Under the Act's clear terms, EPA can avoid promulgating regulations only if it determines that greenhouse gases do not contribute to climate change or if it provides some reasonable explanation as to why it cannot or will not exercise its discretion to determine whether they do. It has refused to do so, offering instead a laundry list of reasons not to regulate, including the existence of voluntary Executive Branch programs providing a response to global warming and impairment of the President's ability to negotiate with developing nations to reduce emissions. These policy judgments have nothing to do with whether greenhouse gas emissions contribute to climate change and do not amount to a reasoned justification for declining to form a scientific judgment. Nor can EPA avoid its statutory obligation by noting the uncertainty surrounding various features of climate change and concluding that it would therefore be better not to regulate at this time. If the scientific uncertainty is so profound that it precludes EPA from making a reasoned judgment, it must say so.

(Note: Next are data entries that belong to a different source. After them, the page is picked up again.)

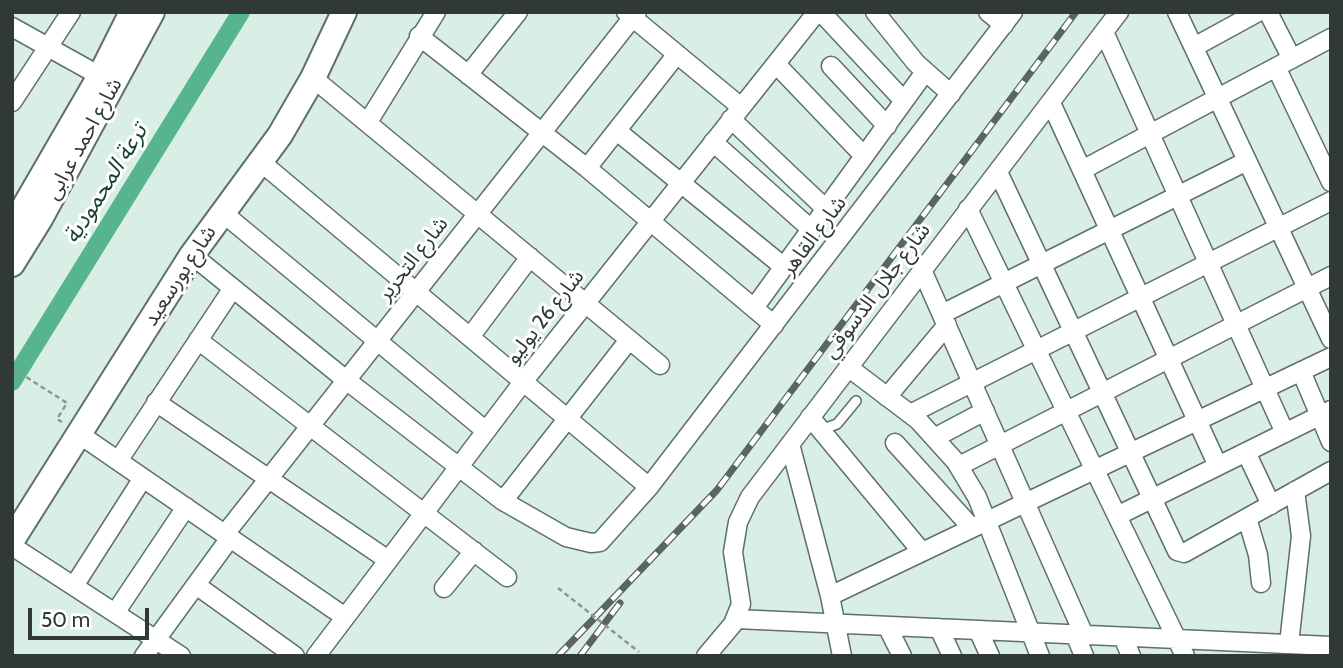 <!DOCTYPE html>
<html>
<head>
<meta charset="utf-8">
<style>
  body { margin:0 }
  #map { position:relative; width:1343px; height:668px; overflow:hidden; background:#d9eee4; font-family:Cabin,sans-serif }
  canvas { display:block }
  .frame { position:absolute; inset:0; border:14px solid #313935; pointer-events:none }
  .scale { position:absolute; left:28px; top:608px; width:121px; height:32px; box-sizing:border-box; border:4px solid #313935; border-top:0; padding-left:9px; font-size:21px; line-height:24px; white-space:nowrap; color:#313935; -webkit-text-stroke:5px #fff; paint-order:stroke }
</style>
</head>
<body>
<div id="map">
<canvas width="1343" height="668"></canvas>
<div class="frame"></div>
<div class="scale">50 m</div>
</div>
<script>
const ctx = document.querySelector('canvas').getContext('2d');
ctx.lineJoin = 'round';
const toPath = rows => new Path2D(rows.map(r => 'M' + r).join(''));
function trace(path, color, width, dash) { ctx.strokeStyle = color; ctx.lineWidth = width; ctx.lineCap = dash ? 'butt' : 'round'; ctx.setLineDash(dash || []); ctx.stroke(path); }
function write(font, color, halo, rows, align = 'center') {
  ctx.font = font + ' Cabin,"Noto Sans Arabic",sans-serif'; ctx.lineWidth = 6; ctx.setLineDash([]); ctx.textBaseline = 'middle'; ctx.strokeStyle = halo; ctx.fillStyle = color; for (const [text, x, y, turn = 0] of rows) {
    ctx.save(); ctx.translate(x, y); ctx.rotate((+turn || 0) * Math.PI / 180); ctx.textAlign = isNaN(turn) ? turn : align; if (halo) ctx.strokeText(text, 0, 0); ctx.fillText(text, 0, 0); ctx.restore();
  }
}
trace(toPath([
  [12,382,241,12]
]), '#56b48e', 18);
const service = toPath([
  [820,430,837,424,856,401]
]);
const minor = toPath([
  [626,12,741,107],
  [821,12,904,101],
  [875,12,916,63,951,94],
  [988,12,1004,25],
  [1177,12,1331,339],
  [1268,12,1292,59],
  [12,27,100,76],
  [1104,32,1285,433],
  [419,36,587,168,774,325],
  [1194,47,1258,12],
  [776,64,864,156],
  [831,66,887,126],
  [1276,67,1331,182],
  [468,75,518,12],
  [313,78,660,365],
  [12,102,71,12],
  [1051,103,1218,466],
  [731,119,827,210],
  [368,122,436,12],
  [617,131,784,267],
  [713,142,812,230],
  [262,163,649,487],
  [587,168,677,54],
  [1082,170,1331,38],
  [998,172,1177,551,1184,553,1331,471],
  [968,209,1185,656],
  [223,213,486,431],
  [192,255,346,380,503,501,566,537,591,543,600,542,649,487,1013,12],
  [922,270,1084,635],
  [754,308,925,72],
  [942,314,1247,161],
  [470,337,530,257],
  [198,340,507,577],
  [848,367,918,420,956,462,977,497,1040,656],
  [1301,371,1331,442],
  [887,397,947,325],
  [156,402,388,560],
  [910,414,1331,201],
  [810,417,922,552],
  [79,434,345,617],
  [936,437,985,411],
  [895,443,972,528],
  [790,444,830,596,842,656],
  [1246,452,1271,505],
  [118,461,233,288],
  [959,466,1331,276],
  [503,501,629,340],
  [1117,516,1331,410],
  [1247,518,1258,555,1261,583],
  [225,534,637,12],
  [12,546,181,656],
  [196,585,295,656],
  [74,586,143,478],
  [444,588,474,551],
  [830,596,1331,357],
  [115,613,186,507],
  [736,619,1331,646],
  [887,626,902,656],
  [939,628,952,656],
  [978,630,990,656],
  [1075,634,1084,656],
  [1123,637,1131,656],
  [1289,644,1301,536,1295,491],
  [144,656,230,538],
  [316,656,523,382,817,12],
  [706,656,733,624,741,604,733,552,738,522,750,497,1119,12]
]);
const secondary = toPath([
  [12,228,100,76,132,12],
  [12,264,40,219,152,12],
  [12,540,192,255,280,135,313,78,344,12]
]);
trace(service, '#5e7067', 12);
trace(minor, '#5e7067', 21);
trace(secondary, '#5e7067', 28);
trace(toPath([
  [12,368,67,403,57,419,62,422]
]), '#899891', 2.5, [5, 3.5]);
trace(service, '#fff', 9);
trace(minor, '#fff', 18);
trace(secondary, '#fff', 24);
const rail = toPath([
  [558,656,717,490,1076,12],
  [580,656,620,603]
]);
trace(rail, '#5a6560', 7);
trace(rail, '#fff', 4.5, [13]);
trace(toPath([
  [558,588,639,652]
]), '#899891', 2.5, [5, 3.5]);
write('21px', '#313935', '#fff', [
  ["شارع احمد عرابى",84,139,-61],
  ["شارع القاهر",814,236,-53],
  ["شارع التحرير",413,259,-52],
  ["شارع بورسعيد",180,276,-57],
  ["شارع جلال الدسوقي",877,291,-53],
  ["شارع 26 يوليو",545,317,-52]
]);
write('italic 23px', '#163f2f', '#fff', [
  ["ترعة المحمودية",106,184,-58]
]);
</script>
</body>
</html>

While the lawsuit specifically deals with tailpipe emissions, it could have far reaching implications with regard to regulation of point source emissions from coal-fired power plants.

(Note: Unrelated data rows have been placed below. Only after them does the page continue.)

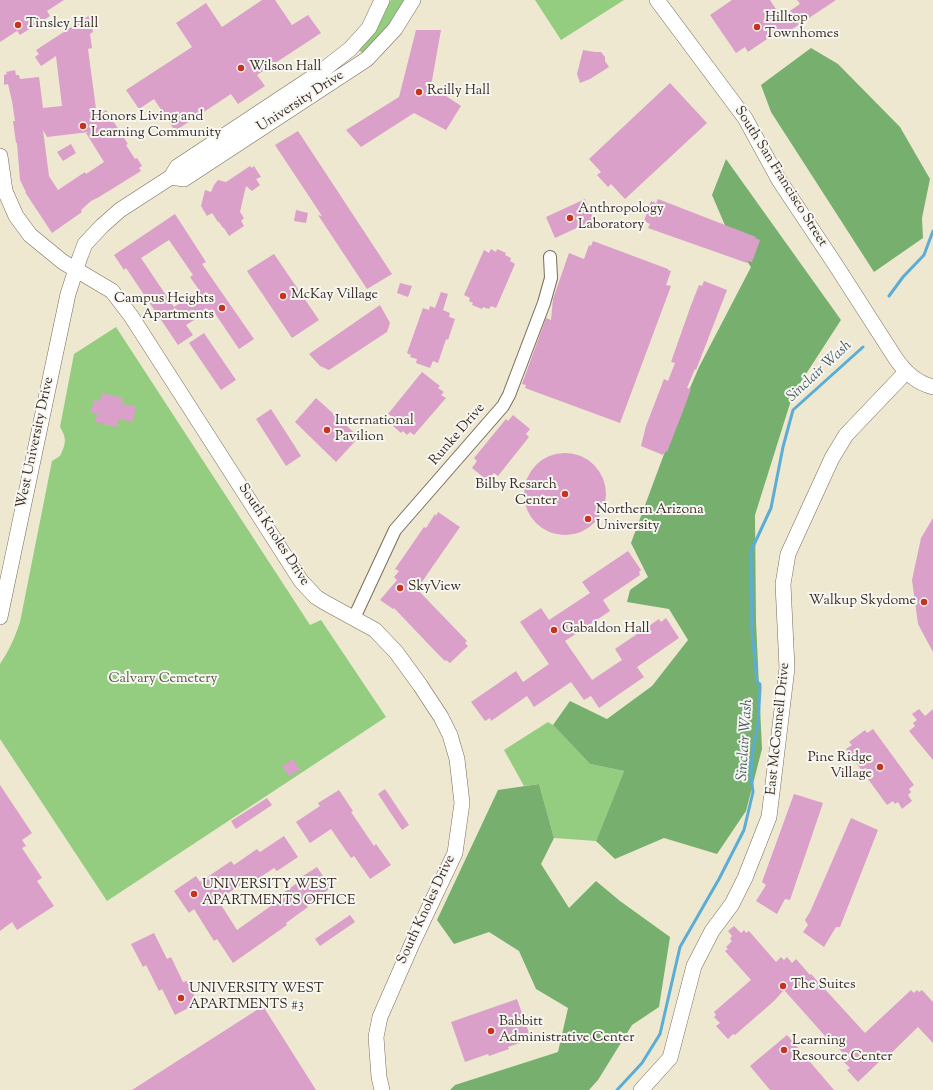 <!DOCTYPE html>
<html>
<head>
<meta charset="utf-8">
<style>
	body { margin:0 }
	canvas { display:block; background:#ede8cf }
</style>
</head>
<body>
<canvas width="933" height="1090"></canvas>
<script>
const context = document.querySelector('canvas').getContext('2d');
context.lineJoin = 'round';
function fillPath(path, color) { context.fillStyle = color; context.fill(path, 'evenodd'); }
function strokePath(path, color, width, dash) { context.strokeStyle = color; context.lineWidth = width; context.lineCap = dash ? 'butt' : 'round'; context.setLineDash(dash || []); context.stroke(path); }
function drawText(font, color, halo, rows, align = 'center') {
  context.font = font + ' "Sorts Mill Goudy",serif'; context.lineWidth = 4; context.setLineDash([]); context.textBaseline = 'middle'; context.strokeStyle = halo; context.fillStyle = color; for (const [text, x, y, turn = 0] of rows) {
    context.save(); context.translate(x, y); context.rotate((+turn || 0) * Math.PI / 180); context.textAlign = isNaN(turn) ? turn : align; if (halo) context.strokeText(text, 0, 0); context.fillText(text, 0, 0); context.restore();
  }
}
fillPath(new Path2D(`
	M391 0H406L398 16 363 53 358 50 375 31Z
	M535 0H624L561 40Z
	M116 327 310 625 321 620 386 717 107 901 0 739V664C9 651 15 637 20 622L52 461 60 456C66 444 67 438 60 427L74 354Z
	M548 722 553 725 590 764 624 771 596 841 554 838 539 784 524 786 504 750Z`), '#94cd80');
fillPath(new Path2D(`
	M811 48 838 64 900 127 930 179 922 218 923 238 874 272 771 112 761 85Z
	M726 159 841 320 793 394 755 515 756 622 762 749 746 811 717 854 664 838 615 859 596 841 624 771 590 764 553 725 570 701 607 719 652 686 688 640 669 609 627 602 630 590 648 577 631 543 680 411 699 367 751 267 730 237 712 195Z
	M539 784 554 838 541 864 569 908 596 881 620 901 670 937 659 1007 632 1025 598 1080 589 1090H450L455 1085 558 1052 568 1008 536 989 519 951 489 932 454 944 437 920 498 790Z`), '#77b06e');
strokePath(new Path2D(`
	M889 296 903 277 924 255 933 231
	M617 1090 642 1063 660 1034 680 947 719 879 744 830 753 792 751 776 752 756 758 724 760 689V684L757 682 752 632 751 551 771 508 783 447 793 410 863 347`), '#5badd6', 3);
fillPath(new Path2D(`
	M0 0H64L47 11 50 16 20 35 17 31 0 42Z
	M262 0H275L292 25 308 15 321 33 257 75 265 86 238 104 231 94 175 131 154 99 139 109 126 90 192 47 176 23 206 3 222 27Z
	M732 0H770L781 17 800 4 797 0H836L779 38 776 33 748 52 745 47 736 53 710 15Z
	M90 15 93 32 90 34 92 48 88 49 97 116 106 110 128 144 126 145 135 159 137 158 142 166 139 168 141 171 99 197 91 201 81 210 82 212 52 233 25 192H26L20 180 17 143H16L13 121H15L12 101 8 84 4 85V75L7 74 6 72 15 70 16 75H19L20 79 39 77 43 108 62 106 56 56 41 66 35 57 39 54 36 50ZM43 130 47 137 89 132 86 133 104 162 86 174 85 172 58 190 49 176Z
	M416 30H441L431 86 461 106 446 130 414 113 361 147 346 130 399 97Z
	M583 50 595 52H601L605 57V61L609 67 590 79 580 83 577 74Z
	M670 83 707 123 625 199 611 184 608 187 597 175 601 172 589 159Z
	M298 131 392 274 367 289 318 215 322 216 275 145Z
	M71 144 76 153 63 161 57 152Z
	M250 166 252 168 254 166 261 177 256 179 260 185 252 191 246 186 240 212 244 218 241 221 244 226 229 236 224 228H223L219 222H218L212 213 207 216 201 206 205 190 211 192 214 185 218 180 226 182Z
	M585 199 594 220 555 238 546 217Z
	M658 199 756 237 755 238 760 240 752 262 747 261V263L648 228 650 224 644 221 651 201 656 203Z
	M296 210 308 213 306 223 294 221Z
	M175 214 206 262 202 264 254 339 239 349 212 309 186 325 193 335 178 345 126 268 124 270 114 255ZM169 240 193 275 190 277 199 290 174 307 141 258Z
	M593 241 668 269V270L671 271 666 285 671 286 620 423 525 388 526 385 522 384 546 318 551 320 553 299 569 253 584 259 589 245 591 246Z
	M491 249 496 252 497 249 506 253 505 255 511 258 510 261 515 264 496 308 491 306 489 309 483 307 482 309 472 305 473 303 469 301 470 298 464 295 484 250 489 253Z
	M274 254 319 320 292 338 247 271Z
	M704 281 727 290 696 370 695 369 687 388 691 389 683 411 667 452 665 451 663 455 641 446 646 426 664 379 668 381 675 363 671 362 690 308 699 285 702 286Z
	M400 283 412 286 408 297 397 293Z
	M441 292 448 294 443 310 450 313 449 317 455 319 448 340 446 339 438 363 433 361 430 368 416 363 417 359 410 357 411 355 407 353 423 308 429 310 430 306 435 308Z
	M380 305 390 323 387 332 329 370 320 366 309 354Z
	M204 333 236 380 221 390 189 343Z
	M422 372 440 386 438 388 444 392 441 395 446 398 414 435 410 432 407 435 403 431 401 433 393 426 395 424 390 420 393 417 388 414Z
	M102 393 123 398 122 404 136 406 133 422 119 419 117 427 95 422 97 414 91 413 94 400 100 401Z
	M316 398 359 437 336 462 295 422Z
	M271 409 301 456 286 466 256 419Z
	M513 415 530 429 526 434 529 437 498 476 494 473 487 480 472 468 477 461 474 458 506 419 508 421Z
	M524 494a41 41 0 1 1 82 0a41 41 0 1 1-82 0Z
	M438 512 460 527 417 589 467 641 465 643 468 646 450 663 446 660 445 661 433 649 394 608 393 609 380 600 397 580 394 577 399 571 395 569 424 527 426 528 435 514 436 516Z
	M933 518V652L918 624 912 580 921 538Z
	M628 551 641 570 639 572 640 575 603 600 610 611 565 641 592 680 622 660 615 649 659 619 661 622 666 618 679 638 637 667 644 677 599 708 591 696 584 700 571 682 534 707 527 696 491 721 490 718 485 721 471 702 516 671 523 682 549 664 520 622 541 608 549 620 590 593 582 582Z
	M919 709 925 716 933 709V760L909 731 915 726 913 723 917 720 912 714Z
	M873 729 914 785 909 789 911 792 908 795 912 801 902 809 898 802 895 804 893 801 887 805 846 749 852 745 849 742 865 730 867 733Z
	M293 759 300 770 289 776 282 766Z
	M0 785 32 833 22 840 26 846 22 848 42 878 37 881 54 906 17 930 12 922 0 931Z
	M385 789 409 825 402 830 378 794Z
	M339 790 353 811 351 812 374 846 376 844 391 865 370 879 354 856 351 858 331 829 310 843 296 822 320 806 318 803Z
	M794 794 823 803 790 900 785 899 777 914 756 901 766 885 762 882Z
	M267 798 272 805 236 829 231 821Z
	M851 818 878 830 840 927H836L824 947 803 932 808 925 805 920 810 912Z
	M284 836 298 857 277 871 274 868 250 884 248 880 218 900 237 930 275 903 273 900 297 883 295 881 317 867 331 888 306 904 308 907 286 923 287 925 233 963 217 939 214 941 194 909 189 913 174 891 196 876 200 882 231 861 234 865 257 849 260 852Z
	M350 915 355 922 320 946 315 939Z
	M734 926 741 933 744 930 746 933 749 931 776 962 781 957 784 960 787 957 792 963 796 959 810 975 811 974 865 1033 911 990 914 993 917 990 919 992 922 990 933 1002V1043L918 1027 882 1062 881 1060 858 1082 847 1070 850 1068 839 1057 843 1053 830 1039 829 1040 825 1036 784 990 774 1001 735 1035 733 1034 728 1039 716 1026 720 1023 714 1017 716 1015 714 1012 751 980 725 951 728 949 726 947 732 941 730 939 732 936 728 931Z
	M154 933 167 959 171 957 183 982 187 981 198 1003 175 1015 162 989 159 991 146 965 143 967 131 944Z
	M517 999 531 1039 508 1047 509 1049 489 1056 488 1054 465 1062 451 1022Z
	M263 1006 316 1090H132Z
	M787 1035 834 1090H770L750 1066Z`), '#daa0ca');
const minor = new Path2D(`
	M354 618 395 530 503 406 509 395 544 303 551 278 550 257`);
const tertiary = new Path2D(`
	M657 0 745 118 779 180 835 264 896 359C905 372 917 383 933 387
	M0 156 5 191 16 216 30 235 63 262 112 291 131 316 301 581 316 597 324 602 375 630 396 652 420 685 441 717 450 735 457 759 462 803 455 853 412 944 380 1017 376 1037 379 1077 382 1090
	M171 177 184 179 367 59 395 29 413 0
	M0 617 68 294 80 257 85 244 102 226 120 210 171 177 177 167 322 71 350 49 369 28 382 0
	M641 1090 670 1058 694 966 712 931 732 904 745 878 769 817 787 668 783 584 788 554 832 458 846 435 906 372`);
strokePath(minor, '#796c5c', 14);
strokePath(tertiary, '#796c5c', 16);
strokePath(minor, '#fff', 12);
strokePath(tertiary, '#fff', 15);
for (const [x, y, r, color] of [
	[18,25,4,"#c8321e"],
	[757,27,4,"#c8321e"],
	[241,68,4,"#c8321e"],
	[419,92,4,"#c8321e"],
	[83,126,4,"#c8321e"],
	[570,218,4,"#c8321e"],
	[283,296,4,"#c8321e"],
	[222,308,4,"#c8321e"],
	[327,430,4,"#c8321e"],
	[565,494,4,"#c8321e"],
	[588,519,4,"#c8321e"],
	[400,588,4,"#c8321e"],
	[924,602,4,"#c8321e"],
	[554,630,4,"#c8321e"],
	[880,767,4,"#c8321e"],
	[194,894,4,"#c8321e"],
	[783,986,4,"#c8321e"],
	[181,998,4,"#c8321e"],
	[491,1031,4,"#c8321e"],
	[784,1050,4,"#c8321e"]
]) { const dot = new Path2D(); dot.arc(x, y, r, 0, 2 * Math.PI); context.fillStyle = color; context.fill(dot); strokePath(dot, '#f6f6f2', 1.5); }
drawText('14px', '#3b2a1e', '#f6f6f2', [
	["Hilltop",765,19],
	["Townhomes",765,35],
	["Tinsley Hall",26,25],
	["Wilson Hall",249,68],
	["Reilly Hall",427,92],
	["Honors Living and",91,118],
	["Learning Community",91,134],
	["Anthropology",578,210],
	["Laboratory",578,226],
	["McKay Village",291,296],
	["Campus Heights",214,300,"right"],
	["Apartments",214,316,"right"],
	["International",335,422],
	["Pavilion",335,438],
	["Bilby Resarch",557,486,"right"],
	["Center",557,502,"right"],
	["Northern Arizona",596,511],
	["University",596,527],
	["SkyView",408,588],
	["Walkup Skydome",916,602,"right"],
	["Gabaldon Hall",562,630],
	["Pine Ridge",872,759,"right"],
	["Village",872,775,"right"],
	["UNIVERSITY WEST",202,886],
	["APARTMENTS OFFICE",202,902],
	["The Suites",791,986],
	["UNIVERSITY WEST",189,990],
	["APARTMENTS #3",189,1006],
	["Babbitt",499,1023],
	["Administrative Center",499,1039],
	["Learning",792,1042],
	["Resource Center",792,1058]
], 'left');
drawText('14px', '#3b2a1e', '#f6f6f2', [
	["University Drive",301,102,-33],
	["South San Francisco Street",780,177,58],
	["Runke Drive",458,435,-49],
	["West University Drive",36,443,-78],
	["South Knoles Drive",273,535,57],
	["East McConnell Drive",779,729,-84],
	["South Knoles Drive",427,910,-65]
]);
drawText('14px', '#565b3b', '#f6f6f2', [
	["Calvary Cemetery",163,680]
]);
drawText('italic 15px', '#46585e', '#f6f6f2', [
	["Sinclair Wash",820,372,-43],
	["Sinclair Wash",746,740,-86]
]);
</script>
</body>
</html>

As part of FDR's New Deal Rural Electrification program, TVA energized and transformed the South. Unfortunately, they are still using New-Deal-era technology -- coal-fired power plants brought online in the 1950's -- to generate more than 60% of the power they deliver to nine million residents in seven Southern states.

Coincidentally (or not?), TVA and a trade group representing their distributors announced just last week a "shared ownership" plan that would give local utilities and other TVA customers an ownership stake in their power producing facilities.

Under the plan, TVA could finance expansion of their power generating capacity "off the books", using tax exempt financing their distributors such as local utility companies are eligible for. This would help contain TVA's debt, which is currently around $25 billion. Distributors would get credit for the power produced at the plants they invest in.

But what else might these power distributors and local utilities get in the deal?

TVA's coal-fired power plants are becoming a huge liability. Even though they have successfully fought off New Source Review challenges, there always seems to be another lawsuit. Eventually, one of them might prevail and TVA will be held accountable for all the pollution. Or, a more environmentally friendly administration might come in to office and force TVA to accelerate installation of expensive pollution controls. Then there are the growing concerns about other toxic releases such as mercury.

This latest Supreme Court ruling appears to make any or all of these scenarios more likely.

If the EPA does someday regulate CO2 emissions from coal-fired power plants, carbon sequestration will become a huge problem. Implementing carbon sequestration systems could cost TVA a fortune. In 2005, TVA coal-fired power plants emitted 105,000,000 tons of CO2. Cap-and-trade carbon credit offsets alone could cost hundreds of millions per year in additional operating costs.

So we wonder if the power distributor trade group working on the joint ownership proposal with TVA has considered all this. Would local residents want to be on the hook for all that liability by way of their local utility company? In one sense it doesn't really matter, though. Ratepayers throughout the TVA system are going to have to pay the piper sooner or later.